-- GIVEN ENTRIES follows --

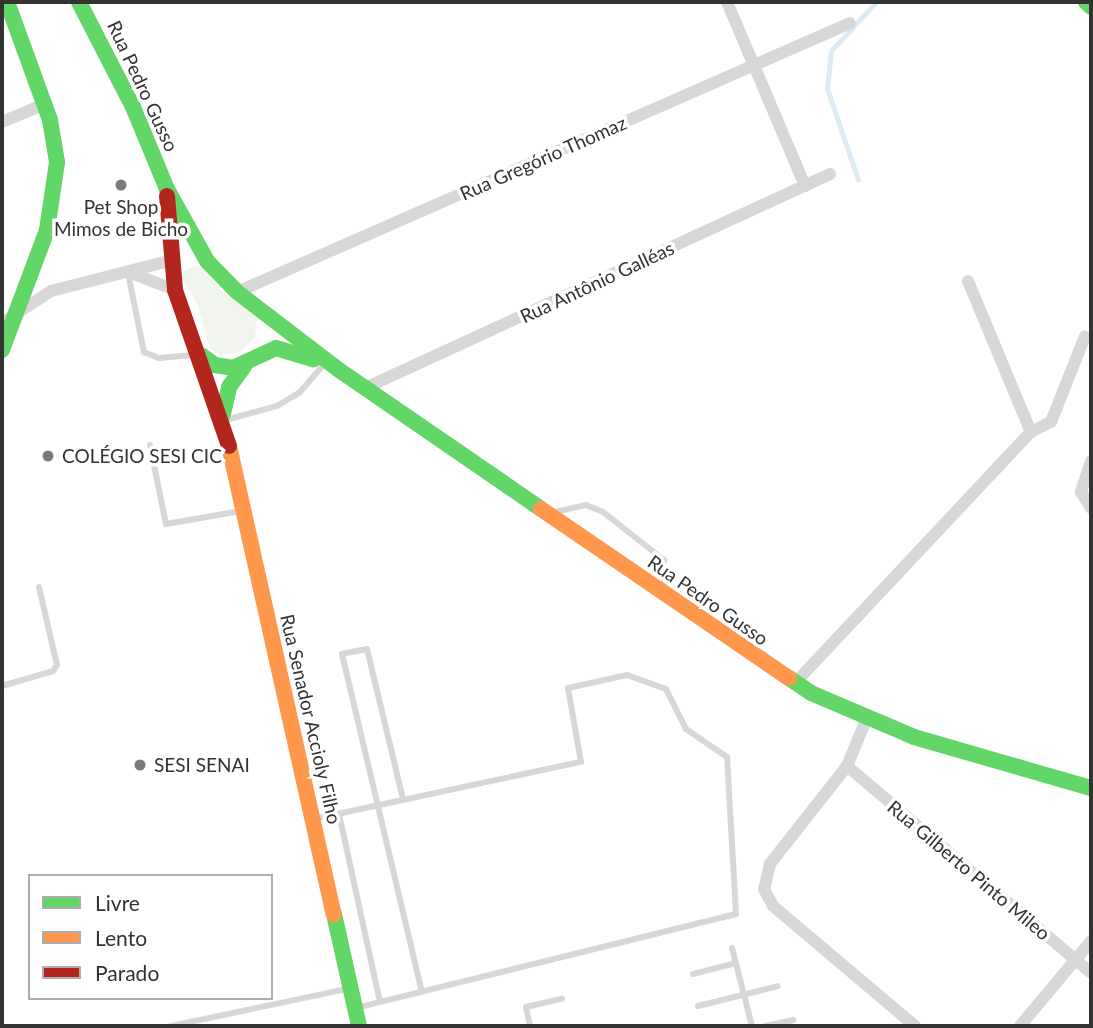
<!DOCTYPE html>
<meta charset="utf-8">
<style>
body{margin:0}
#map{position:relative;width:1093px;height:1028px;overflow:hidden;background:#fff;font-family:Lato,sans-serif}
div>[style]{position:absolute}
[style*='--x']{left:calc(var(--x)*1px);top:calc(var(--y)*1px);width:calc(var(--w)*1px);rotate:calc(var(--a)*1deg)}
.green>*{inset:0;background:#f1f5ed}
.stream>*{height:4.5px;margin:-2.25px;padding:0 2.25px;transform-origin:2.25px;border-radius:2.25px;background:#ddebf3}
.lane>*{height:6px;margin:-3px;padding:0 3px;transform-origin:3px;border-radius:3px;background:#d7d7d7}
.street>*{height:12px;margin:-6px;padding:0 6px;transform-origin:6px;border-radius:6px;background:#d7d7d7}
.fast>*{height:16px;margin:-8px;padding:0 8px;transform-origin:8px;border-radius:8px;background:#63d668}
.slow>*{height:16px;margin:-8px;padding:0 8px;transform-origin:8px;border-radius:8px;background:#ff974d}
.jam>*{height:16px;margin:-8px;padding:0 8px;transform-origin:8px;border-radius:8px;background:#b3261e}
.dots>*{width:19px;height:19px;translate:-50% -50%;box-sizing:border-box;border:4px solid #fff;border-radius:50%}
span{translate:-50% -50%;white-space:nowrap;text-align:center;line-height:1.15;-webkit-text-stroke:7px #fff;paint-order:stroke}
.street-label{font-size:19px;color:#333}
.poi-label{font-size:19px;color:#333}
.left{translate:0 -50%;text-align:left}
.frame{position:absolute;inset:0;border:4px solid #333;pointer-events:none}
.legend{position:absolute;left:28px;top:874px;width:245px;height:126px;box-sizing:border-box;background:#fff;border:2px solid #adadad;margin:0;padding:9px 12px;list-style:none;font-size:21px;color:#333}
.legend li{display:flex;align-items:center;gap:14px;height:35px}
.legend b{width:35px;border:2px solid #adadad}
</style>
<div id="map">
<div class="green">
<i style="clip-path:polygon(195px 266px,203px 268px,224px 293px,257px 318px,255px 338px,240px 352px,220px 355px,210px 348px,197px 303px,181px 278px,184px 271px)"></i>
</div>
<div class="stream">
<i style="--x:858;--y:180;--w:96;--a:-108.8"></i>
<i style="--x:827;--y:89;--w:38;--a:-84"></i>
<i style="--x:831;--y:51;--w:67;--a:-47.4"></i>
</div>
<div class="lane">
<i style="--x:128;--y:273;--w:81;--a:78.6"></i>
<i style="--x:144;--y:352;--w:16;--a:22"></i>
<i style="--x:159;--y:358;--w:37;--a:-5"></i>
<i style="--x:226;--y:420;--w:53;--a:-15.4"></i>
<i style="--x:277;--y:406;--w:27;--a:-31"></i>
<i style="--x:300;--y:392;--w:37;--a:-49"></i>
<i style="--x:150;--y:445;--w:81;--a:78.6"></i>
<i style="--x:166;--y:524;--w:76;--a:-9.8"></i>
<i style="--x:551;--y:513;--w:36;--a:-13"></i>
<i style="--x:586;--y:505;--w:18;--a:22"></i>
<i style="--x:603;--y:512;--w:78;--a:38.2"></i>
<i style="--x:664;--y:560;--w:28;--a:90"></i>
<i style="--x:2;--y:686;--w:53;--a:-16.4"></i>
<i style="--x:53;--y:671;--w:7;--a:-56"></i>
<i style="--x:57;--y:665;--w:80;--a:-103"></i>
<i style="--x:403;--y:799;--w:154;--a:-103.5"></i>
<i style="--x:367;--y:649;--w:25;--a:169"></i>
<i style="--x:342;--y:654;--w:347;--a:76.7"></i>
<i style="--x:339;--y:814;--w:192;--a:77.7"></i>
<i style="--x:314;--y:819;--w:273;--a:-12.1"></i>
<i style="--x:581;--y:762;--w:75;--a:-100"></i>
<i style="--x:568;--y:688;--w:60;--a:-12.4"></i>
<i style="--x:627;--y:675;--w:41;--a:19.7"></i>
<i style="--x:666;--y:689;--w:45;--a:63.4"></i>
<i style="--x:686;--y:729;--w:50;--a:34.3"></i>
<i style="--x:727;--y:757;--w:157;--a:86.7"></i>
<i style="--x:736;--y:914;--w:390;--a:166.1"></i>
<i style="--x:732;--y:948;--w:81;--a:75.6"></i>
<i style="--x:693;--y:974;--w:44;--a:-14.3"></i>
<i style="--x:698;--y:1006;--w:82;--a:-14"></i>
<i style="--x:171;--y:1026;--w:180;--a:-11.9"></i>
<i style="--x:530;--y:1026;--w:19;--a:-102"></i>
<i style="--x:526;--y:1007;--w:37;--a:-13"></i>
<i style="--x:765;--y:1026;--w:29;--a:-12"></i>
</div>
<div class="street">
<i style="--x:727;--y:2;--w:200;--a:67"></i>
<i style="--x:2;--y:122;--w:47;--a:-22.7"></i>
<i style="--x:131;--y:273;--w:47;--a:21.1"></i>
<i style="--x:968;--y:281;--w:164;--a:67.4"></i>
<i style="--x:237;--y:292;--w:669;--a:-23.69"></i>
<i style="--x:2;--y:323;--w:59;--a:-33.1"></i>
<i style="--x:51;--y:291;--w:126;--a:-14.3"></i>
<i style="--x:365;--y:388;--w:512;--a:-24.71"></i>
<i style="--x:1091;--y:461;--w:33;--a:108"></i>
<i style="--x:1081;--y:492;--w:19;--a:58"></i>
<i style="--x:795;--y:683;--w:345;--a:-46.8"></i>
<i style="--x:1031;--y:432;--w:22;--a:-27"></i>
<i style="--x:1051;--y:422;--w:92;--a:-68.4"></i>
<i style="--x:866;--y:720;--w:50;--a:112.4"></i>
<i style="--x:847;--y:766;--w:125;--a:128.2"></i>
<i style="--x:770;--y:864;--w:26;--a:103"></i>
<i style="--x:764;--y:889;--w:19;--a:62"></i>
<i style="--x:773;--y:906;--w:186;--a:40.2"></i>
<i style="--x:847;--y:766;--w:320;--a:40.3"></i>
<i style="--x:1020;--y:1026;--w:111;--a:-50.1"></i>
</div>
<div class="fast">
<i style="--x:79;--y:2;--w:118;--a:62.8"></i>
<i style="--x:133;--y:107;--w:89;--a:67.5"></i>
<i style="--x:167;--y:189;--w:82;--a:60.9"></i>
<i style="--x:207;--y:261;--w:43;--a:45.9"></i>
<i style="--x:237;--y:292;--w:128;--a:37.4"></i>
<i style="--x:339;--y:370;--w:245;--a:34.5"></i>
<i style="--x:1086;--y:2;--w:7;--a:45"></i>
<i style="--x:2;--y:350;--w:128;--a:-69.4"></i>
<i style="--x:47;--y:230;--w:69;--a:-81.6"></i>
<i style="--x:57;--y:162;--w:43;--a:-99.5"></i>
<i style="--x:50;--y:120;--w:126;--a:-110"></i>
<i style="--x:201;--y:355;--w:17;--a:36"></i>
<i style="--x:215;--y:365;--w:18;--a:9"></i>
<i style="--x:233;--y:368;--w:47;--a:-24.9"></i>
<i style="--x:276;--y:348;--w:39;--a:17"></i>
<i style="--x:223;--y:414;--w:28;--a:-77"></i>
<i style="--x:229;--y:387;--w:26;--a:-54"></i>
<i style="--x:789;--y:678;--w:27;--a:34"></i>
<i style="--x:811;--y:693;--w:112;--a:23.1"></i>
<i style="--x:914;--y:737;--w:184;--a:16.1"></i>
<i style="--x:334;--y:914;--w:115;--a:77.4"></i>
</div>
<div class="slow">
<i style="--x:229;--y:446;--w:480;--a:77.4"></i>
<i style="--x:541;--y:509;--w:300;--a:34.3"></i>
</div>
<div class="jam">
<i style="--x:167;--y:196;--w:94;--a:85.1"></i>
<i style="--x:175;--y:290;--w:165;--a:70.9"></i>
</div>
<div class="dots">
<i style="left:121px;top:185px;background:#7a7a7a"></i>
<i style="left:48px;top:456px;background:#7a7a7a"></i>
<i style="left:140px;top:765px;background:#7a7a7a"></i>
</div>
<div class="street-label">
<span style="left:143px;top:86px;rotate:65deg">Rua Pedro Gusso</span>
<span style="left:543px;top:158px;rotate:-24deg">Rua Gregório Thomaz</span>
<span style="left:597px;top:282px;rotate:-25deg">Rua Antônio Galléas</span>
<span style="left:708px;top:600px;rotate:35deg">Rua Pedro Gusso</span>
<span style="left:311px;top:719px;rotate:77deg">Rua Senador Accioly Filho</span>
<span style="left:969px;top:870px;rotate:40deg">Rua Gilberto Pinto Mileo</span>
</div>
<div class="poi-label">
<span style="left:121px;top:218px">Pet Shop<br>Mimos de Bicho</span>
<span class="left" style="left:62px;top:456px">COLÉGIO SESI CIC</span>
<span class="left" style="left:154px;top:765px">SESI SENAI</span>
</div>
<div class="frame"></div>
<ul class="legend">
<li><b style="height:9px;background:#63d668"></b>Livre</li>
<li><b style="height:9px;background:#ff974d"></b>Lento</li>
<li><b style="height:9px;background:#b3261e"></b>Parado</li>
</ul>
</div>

-- GIVEN ENTRIES concluded --

» HOW TO COMPLETE THIS TASK
Where a line above holds the string "stream", show that line.

» EXERCISE RESULT
.stream>*{height:4.5px;margin:-2.25px;padding:0 2.25px;transform-origin:2.25px;border-radius:2.25px;background:#ddebf3}
<div class="stream">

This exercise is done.